Pseudo-masters are not promoting the quality of their arts, but their ability to influence people. To those who feel victimized by bullies, they promise relief. To those who feel victimized by crime, they promise to make you a killing machine. To the health-conscious, they promise good health. Pseudo-masters reach people by appealing to their emotions. The following are some of the ways they do it:

  • Appeal to vanity. Pseudo-masters appeal to your curiosity and persuade you give their art a try and see if it works. When you notice some results, then they appeal to your vanity to convince you to disregard scientific fact in favor of your personal experience. Anytime a person tries something new, he or she will notice some changes and results; that how fad diets work. Usually people notice results because they are desperate for some results. Pseudo-masters will tell you that traditional styles are outdated.
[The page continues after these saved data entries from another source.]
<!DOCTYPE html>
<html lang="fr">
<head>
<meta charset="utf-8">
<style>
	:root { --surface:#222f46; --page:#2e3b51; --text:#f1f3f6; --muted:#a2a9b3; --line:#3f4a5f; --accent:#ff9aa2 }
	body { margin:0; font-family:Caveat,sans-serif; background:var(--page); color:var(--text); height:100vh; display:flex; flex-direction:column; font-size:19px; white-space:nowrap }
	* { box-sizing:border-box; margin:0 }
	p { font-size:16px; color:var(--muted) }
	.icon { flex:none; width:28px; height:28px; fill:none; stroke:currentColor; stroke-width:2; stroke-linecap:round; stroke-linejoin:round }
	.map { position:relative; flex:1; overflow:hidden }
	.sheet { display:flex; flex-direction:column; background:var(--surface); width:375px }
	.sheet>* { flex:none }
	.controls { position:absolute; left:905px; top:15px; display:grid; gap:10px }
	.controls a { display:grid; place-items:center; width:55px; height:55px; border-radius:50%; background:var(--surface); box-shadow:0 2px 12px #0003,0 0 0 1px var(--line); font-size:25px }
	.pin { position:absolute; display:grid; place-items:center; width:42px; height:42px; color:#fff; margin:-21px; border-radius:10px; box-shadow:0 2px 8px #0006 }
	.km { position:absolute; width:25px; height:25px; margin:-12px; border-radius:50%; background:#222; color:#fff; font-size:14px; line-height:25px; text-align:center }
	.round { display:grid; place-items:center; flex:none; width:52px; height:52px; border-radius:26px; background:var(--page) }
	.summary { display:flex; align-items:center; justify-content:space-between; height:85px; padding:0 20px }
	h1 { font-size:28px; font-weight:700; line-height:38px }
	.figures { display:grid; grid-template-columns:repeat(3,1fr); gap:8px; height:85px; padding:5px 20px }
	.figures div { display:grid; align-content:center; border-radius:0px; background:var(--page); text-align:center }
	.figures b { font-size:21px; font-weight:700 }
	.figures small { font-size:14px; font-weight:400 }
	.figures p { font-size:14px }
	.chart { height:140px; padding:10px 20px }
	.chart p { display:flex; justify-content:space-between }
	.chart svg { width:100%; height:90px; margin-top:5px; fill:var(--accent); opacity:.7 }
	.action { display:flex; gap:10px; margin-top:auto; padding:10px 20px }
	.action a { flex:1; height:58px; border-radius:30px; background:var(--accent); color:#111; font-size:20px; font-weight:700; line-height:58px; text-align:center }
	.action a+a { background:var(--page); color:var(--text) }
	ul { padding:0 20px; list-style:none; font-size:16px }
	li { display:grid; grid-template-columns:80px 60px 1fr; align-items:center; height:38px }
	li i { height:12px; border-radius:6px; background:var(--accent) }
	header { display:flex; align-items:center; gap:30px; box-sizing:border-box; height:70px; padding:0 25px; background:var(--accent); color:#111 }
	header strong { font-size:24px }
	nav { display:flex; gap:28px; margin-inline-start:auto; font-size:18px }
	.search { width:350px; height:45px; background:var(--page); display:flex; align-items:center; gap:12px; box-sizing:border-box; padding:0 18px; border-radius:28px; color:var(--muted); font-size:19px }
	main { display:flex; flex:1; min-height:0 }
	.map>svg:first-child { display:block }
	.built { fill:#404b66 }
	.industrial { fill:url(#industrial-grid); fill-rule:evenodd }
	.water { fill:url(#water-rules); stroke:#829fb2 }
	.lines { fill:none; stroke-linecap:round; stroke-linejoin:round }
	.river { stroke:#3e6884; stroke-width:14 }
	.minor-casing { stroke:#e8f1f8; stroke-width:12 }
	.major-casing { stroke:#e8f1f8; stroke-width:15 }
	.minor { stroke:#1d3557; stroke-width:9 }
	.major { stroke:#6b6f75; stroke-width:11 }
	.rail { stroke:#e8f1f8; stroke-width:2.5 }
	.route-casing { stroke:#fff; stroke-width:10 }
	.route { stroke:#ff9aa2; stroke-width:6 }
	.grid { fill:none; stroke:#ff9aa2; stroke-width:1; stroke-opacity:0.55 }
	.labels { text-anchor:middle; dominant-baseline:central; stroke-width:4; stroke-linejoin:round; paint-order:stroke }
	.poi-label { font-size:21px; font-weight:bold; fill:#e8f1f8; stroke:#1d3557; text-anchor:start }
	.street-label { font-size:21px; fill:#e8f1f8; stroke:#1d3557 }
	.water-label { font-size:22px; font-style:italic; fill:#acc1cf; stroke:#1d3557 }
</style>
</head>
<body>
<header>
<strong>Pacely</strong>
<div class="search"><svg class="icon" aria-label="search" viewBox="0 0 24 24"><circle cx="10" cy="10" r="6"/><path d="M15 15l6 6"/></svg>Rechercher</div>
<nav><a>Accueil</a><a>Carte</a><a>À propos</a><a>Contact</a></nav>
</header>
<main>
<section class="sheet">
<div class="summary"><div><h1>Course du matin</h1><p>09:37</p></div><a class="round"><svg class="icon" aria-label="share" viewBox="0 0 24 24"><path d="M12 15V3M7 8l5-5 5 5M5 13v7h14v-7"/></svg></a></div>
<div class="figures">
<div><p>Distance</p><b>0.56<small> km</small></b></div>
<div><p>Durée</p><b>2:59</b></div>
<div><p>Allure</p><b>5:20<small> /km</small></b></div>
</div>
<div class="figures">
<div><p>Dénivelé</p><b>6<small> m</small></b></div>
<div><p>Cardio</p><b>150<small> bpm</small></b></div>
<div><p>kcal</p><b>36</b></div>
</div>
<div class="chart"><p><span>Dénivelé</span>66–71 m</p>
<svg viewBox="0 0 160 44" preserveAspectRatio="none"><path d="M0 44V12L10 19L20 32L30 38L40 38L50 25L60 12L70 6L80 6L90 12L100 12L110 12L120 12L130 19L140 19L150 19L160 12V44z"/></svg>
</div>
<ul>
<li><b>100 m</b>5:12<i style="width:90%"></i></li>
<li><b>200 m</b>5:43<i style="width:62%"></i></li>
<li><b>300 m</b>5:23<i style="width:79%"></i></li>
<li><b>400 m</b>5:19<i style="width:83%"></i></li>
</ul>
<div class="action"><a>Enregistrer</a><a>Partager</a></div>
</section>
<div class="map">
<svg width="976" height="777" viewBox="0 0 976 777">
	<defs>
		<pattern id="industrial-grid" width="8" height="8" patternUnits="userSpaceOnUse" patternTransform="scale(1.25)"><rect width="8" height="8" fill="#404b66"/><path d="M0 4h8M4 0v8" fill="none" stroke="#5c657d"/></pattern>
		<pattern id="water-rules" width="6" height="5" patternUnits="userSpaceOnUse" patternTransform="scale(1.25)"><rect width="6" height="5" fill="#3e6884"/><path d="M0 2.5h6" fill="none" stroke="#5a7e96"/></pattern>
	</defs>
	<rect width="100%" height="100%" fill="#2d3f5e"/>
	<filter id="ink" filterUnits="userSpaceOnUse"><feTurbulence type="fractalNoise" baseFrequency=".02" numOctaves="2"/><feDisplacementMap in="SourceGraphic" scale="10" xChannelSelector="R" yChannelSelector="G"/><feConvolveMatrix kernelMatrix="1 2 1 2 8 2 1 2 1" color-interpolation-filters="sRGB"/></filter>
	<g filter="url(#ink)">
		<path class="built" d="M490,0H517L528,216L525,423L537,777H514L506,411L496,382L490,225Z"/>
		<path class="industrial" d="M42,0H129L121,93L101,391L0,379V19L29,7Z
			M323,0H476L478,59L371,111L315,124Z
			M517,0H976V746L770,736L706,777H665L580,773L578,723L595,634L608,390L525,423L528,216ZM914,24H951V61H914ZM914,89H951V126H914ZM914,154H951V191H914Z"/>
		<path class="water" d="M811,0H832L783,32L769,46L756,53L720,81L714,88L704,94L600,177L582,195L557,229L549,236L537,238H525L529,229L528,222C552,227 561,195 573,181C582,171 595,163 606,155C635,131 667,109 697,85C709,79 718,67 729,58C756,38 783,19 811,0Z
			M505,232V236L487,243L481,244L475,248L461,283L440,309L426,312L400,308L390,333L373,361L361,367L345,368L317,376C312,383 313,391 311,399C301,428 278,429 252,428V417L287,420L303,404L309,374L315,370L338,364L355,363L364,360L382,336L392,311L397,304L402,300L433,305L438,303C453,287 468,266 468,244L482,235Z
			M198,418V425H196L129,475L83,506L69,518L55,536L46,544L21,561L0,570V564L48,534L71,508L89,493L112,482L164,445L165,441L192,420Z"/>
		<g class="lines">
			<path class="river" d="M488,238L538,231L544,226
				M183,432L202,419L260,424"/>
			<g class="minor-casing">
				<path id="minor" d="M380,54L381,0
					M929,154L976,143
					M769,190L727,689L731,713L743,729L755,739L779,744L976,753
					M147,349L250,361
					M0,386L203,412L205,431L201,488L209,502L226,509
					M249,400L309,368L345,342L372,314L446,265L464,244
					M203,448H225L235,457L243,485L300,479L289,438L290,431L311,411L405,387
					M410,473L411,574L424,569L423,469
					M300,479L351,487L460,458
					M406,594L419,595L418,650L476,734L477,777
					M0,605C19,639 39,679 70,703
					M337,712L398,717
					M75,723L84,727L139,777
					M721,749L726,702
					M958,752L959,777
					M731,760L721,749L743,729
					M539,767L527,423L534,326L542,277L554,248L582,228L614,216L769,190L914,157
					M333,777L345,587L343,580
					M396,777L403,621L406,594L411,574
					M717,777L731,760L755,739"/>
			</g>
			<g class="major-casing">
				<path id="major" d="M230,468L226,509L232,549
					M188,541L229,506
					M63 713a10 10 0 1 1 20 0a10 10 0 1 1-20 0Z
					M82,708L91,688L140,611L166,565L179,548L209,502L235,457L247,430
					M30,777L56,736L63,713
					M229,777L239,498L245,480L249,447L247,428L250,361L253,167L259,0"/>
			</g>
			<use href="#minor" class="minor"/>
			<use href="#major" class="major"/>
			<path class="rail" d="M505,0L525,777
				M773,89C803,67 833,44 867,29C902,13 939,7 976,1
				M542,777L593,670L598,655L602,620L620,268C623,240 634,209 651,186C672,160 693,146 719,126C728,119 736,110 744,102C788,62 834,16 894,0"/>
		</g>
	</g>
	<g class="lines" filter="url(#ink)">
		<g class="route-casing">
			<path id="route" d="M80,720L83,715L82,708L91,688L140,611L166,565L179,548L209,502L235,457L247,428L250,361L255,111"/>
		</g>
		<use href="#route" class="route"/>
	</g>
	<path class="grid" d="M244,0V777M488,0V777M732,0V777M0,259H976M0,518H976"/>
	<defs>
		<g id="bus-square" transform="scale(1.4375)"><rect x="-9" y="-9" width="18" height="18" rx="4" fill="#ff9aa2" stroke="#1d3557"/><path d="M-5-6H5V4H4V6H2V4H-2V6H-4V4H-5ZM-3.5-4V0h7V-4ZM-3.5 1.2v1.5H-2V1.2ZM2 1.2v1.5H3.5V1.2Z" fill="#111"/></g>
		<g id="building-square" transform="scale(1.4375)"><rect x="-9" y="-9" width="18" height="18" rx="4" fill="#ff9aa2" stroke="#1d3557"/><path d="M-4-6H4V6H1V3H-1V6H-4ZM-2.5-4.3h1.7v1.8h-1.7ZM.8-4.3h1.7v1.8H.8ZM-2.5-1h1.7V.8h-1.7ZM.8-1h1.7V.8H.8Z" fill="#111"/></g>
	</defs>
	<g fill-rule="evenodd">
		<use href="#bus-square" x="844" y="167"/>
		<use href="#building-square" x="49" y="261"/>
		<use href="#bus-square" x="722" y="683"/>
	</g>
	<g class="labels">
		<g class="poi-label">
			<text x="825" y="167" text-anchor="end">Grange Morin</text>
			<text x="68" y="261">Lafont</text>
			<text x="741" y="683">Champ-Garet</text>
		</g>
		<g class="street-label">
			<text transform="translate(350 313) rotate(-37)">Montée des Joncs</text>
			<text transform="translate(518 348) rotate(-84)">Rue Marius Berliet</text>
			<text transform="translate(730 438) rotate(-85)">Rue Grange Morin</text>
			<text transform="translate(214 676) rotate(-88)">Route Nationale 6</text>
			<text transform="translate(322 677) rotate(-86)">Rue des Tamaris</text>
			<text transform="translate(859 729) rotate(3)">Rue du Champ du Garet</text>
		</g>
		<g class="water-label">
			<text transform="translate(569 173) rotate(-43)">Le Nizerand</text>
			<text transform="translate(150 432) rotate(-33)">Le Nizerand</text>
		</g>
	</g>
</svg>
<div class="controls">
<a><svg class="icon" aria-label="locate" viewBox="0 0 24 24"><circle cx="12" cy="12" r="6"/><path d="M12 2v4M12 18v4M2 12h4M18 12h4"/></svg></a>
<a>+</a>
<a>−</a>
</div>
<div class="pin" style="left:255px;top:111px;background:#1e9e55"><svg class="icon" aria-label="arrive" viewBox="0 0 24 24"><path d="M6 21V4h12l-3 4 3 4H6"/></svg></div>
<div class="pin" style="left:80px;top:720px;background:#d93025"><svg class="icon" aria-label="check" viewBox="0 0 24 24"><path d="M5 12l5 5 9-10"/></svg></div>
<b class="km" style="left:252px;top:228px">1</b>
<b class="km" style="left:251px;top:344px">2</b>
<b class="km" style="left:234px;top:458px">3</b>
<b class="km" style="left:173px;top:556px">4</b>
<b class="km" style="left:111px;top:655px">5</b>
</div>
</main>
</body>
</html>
They convince you that although their techniques have been proven not to work for other people, they still might work for you—because you are special
  • Turn students into salespeople. Most people, who think they have been helped by an unorthodox art, enjoy sharing their success stories with their friends. People who give such testimonials are usually motivated by a sincere wish to help their friends. Rarely do they realize how difficult it is to evaluate any martial art on the basis of personal experience. Many people experience the placebo effect (see the next item for information on the placebo effect), where a person feels better merely because he or she has taken a positive step in his or her life. Since we tend to believe what others tell us of their personal experiences, testimonials may be powerful persuaders. Despite their unreliability, they are the cornerstone of a pseudo-master's success. Some pseudo-masters systematically turn their students into salespeople.
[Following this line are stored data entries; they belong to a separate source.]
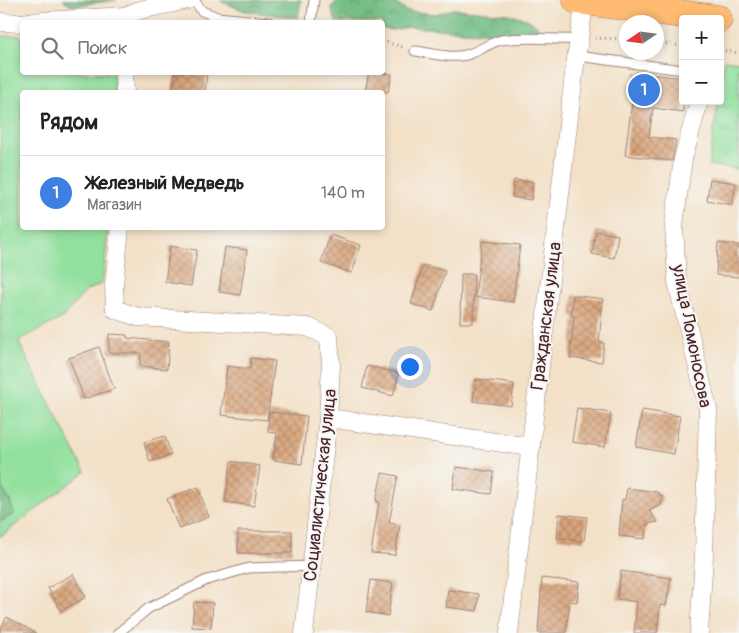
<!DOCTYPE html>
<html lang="ru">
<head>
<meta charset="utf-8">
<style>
	body { margin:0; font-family:Pangolin,sans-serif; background:#f2f2f2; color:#222 }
	.controls { position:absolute; right:15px; top:15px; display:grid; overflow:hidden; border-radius:5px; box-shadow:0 2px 8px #0003 }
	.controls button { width:45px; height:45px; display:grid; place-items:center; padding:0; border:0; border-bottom:1px solid #e0e0e0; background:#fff; color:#222; font:25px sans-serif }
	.compass { position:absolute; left:619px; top:15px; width:45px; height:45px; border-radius:50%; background:#fff; box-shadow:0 2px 8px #0003; rotate:257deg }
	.you { position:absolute; left:409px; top:366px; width:18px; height:18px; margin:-12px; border:4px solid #fff; border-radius:50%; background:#1a73e8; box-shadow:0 0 0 8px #1a73e833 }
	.badge { display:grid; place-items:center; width:32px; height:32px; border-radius:50%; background:#0f766e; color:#fff; font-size:16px; font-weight:700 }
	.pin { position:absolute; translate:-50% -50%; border:2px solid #fff; box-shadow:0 1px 5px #0006 }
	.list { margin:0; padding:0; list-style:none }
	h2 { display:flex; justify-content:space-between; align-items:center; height:65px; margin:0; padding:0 20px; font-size:21px }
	h2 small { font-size:16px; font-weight:400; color:#767676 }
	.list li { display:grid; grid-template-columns:32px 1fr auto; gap:15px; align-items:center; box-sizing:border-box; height:75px; padding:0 20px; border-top:1px solid #e0e0e0 }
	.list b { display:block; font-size:19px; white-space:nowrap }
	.list p { margin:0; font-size:16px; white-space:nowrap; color:#767676 }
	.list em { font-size:16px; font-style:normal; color:#767676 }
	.icon { flex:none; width:28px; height:28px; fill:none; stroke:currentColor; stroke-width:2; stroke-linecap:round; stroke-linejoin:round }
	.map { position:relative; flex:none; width:739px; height:633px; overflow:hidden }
	.search { position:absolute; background:#fff; box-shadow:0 2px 8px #0003; left:20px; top:20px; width:365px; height:55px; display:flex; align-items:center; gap:12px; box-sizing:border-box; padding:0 18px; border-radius:5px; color:#767676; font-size:19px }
	.panel { position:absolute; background:#fff; box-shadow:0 2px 8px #0003; left:20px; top:90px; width:365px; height:140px; border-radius:5px }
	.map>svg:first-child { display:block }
	.grass { fill:#92e09e; stroke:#6e8064 }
	.forest { fill:url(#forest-crowns); stroke:#606e58 }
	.park { fill:url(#park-tufts); stroke:#6e8064 }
	.building { fill:url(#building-cross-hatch) }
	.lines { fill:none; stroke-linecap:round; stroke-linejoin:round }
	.service-casing { stroke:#9e8078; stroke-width:11 }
	.minor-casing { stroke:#9e8078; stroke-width:19 }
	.primary-casing { stroke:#9e8078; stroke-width:29 }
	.path { stroke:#9e8078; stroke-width:3; stroke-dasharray:1 4; stroke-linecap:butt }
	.service { stroke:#fff; stroke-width:9 }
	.minor { stroke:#fff; stroke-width:18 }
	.primary { stroke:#febb71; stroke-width:28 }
	.labels { text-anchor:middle; stroke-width:4; stroke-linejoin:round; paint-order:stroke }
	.street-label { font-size:18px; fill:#4a1f2b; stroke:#f6f6f2 }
</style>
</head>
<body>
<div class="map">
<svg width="739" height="633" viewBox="0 0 739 633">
	<defs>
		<pattern id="forest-crowns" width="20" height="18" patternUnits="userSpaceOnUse" patternTransform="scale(1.25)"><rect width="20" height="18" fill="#75be85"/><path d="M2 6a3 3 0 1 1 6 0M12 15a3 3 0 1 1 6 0" fill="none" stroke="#629a6d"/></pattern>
		<pattern id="park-tufts" width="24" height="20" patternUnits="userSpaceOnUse" patternTransform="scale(1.25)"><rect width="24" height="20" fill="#92e09e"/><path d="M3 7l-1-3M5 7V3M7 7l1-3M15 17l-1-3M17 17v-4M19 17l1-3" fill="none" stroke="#7fc088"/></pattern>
		<pattern id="building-cross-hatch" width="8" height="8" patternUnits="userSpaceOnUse" patternTransform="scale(1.25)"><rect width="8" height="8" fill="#d9a57b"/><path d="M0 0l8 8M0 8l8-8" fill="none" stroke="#b28665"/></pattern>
	</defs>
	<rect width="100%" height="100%" fill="#f6f6f2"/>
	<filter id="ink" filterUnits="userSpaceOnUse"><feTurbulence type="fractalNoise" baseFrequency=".02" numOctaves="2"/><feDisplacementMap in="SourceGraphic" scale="10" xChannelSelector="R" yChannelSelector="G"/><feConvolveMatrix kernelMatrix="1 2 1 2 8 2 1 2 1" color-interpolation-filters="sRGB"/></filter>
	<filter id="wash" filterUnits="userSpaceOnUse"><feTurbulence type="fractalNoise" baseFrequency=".0096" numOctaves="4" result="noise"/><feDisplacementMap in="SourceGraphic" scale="20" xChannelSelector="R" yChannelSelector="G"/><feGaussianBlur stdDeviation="1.12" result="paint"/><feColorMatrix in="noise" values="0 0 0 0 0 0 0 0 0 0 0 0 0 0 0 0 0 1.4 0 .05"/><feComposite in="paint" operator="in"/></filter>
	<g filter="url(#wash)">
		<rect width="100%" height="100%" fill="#f3e0c6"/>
		<polygon class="grass" points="0,36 22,36 22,72 113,73 114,92 22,92 22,228 108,228 104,271 101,284 86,291 62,318 18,341 85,472 0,537 0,522 14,513 10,501 1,486"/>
		<g class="forest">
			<polygon points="63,0 117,0 72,6"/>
			<polygon points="222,0 301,0 298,18 245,11 222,2"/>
			<polygon points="338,0 390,0 407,11 436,14 453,9 509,14 527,19 538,26 537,33 531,36 410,27 393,30 383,29 382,22 336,22 331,7"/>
			<polygon points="0,455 1,456 1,486 10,501 14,514 0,522"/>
		</g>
		<polygon class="park" points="724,60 739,62 739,169 709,165 718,101 720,101 720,83"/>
		<g id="blocks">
			<g class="building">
				<polygon points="175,72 207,72 205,92 172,92"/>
				<polygon points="369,72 392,74 388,92 365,92"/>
				<polygon points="636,72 683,78 683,112 653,108 649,137 676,140 672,161 625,155"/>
				<polygon points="710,179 736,183 732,205 707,200"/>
				<polygon points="514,180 533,182 531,200 512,197"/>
				<polygon points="596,231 618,235 614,258 592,254"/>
				<polygon points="330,235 361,245 352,273 321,263"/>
				<polygon points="482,241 520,245 513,302 475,297"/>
				<polygon points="718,243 739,245 739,277 716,275"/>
				<polygon points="170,246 197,250 191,286 165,282"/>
				<polygon points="225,247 247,250 240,295 219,292"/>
				<polygon points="423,265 445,271 433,311 411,304"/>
				<polygon points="461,274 474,274 473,323 460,323"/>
				<polygon points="573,295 603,299 599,342 604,343 602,362 570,358 574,316 571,316"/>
				<polygon points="109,334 127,335 127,338 169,342 167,369 140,366 141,353 109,353"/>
				<polygon points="99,347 114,389 84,399 69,358"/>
				<polygon points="251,358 275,361 267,420 221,415 227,366 250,369"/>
				<polygon points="367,366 399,373 393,396 362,388"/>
				<polygon points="476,379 514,384 511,406 473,401"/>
				<polygon points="577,408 611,413 605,447 572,442"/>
				<polygon points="642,410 680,416 674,454 636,447"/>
				<polygon points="269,412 307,416 302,464 273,460 277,433 268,432"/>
				<polygon points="165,436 171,455 150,462 144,442"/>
				<polygon points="231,461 260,466 254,506 225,502"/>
				<polygon points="456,467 494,472 491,494 453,489"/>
				<polygon points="382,473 398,476 389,523 400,525 395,555 371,553 379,502 376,501"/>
				<polygon points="198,487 209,517 179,529 167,499"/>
				<polygon points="627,488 657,492 662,496 661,505 649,511 658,522 647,524 645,539 619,536 622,499 625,500"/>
				<polygon points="559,514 587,517 584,541 557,538"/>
				<rect x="238" y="531" width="54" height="22"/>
				<polygon points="621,571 671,578 666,606 660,605 657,633 634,633 637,602 617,599"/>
				<polygon points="73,574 86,597 61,611 48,588"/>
				<polygon points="542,578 579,582 577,602 570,601 566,633 538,633"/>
				<polygon points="371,580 393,583 388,616 366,612"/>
				<polygon points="448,590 479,594 477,611 446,607"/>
				<polygon points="194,602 213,603 211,628 192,627"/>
				<polygon points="7,617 36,633 0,633 0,629"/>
			</g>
		</g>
	</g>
	<g filter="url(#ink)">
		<use href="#blocks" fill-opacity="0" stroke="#9e8078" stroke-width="1"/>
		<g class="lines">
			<g class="service-casing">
				<g id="service">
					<polyline points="194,0 202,11 217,17 269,22"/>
					<polyline points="311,22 314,0"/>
					<path d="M415,51C432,53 453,60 469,54C481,50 489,43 501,40C527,36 554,40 579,39"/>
					<polyline points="577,56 683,70"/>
					<polyline points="118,633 149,608 207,580 249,568 312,566"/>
				</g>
			</g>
			<g class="minor-casing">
				<g id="minor">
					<polyline points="0,22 22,23"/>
					<polyline points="28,22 125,16"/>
					<polyline points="124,22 125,16 140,10 188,0"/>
					<polyline points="124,72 125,92"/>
					<polyline points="120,228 114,285 115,309 138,317 308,327 329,337 331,366 328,418 304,633"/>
					<polyline points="328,418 531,447"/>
					<polyline points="509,633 575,65 585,0"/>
					<polyline points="699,633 704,556 708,409 677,282 674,225 683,159 699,101"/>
				</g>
			</g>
			<g class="primary-casing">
				<polyline id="primary" points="577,0 718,19"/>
			</g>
			<g class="path">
				<polyline points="595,38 626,39"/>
				<polyline points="382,41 403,47"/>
				<polyline points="656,43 683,46"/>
				<polyline points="720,50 739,53"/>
			</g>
			<use href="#service" class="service"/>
			<use href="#minor" class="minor"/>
			<use href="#primary" class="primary"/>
		</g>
	</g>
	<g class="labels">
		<g class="street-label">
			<text transform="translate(546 316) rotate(-83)" y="6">Гражданская улица</text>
			<text transform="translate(692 336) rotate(79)" y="6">улица Ломоносова</text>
			<text transform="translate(320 485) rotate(-84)" y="6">Социалистическая улица</text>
		</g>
	</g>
</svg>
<div class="controls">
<button>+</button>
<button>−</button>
</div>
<svg class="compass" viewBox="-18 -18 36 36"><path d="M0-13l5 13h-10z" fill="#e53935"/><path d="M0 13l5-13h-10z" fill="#767676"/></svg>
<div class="you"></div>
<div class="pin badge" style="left:644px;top:90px;background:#3f7fe0">1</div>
<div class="search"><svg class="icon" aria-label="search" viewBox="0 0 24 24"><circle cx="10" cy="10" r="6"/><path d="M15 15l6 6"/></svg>Поиск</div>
<section class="panel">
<h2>Рядом<small></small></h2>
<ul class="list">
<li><span class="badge" style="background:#3f7fe0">1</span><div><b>Железный Медведь</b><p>Магазин</p></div><em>140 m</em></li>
</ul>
</section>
</div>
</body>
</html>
  • Use involuntary actions. Pseudo-masters use the involuntary thoughts and motions that occur in people to fool the public into thinking that the pseudo-masters have special powers. Sometimes, pseudo-masters fool themselves to the point that they actually believe they have special powers. People who claim to find water using "divining rods" are in this last category. They hold rods or sticks loosely in their hands and claim that the rods come together when the person is standing over water. They believe that divining works and are unaware that they are actually involuntarily moving the rods.
  • Use of fear. A slick way for pseudo-masters to attract students is to invent a problem. For example, by exploiting news reports of crime, a pseudo-master may convince you that crime is rampant in your city or neighborhood when in reality it is statistically lower than average
  • Pseudo-mystics. Some pseudo-masters claim they can detect "deficiencies" or "imbalances" in your body before any symptoms appear or before they can be detected by conventional means. Then they show you how their methods can prevent the problems. And, when the terrible consequences they warn about do not develop, they claim success.
  • Try not to think about a yellow Volkswagen Beetle. Once the thought is in your mind, the more you try not to think about it, the more you will think about it. As a child, I used to fool children, and adults, into believing that occult forces were at work by using a string to detect whether or not they were telling the truth. To make a string truth detector, tie a small weight, such as a ring or a small pyramid shaped fishing weight, to the end of a string. Have the victim sit at a table, place an elbow on the table, and hold the other end of the weighted string above a spot on the table using just the thumb and forefinger to hold the string. Have the victim hold the weight still, just above the spot on the table. Tell the person try to keep the weight still and the spirits will make the weight will swing clockwise (to the right) for "yes" and counterclockwise (to the left) for "no" in response to questions you will ask them. Then ask the person simple questions to which you both know the answers. The weight will move according to the correct answer. Then try some personal questions and really get the person frustrated. The harder the person tries to keep the weight still, the more it will move.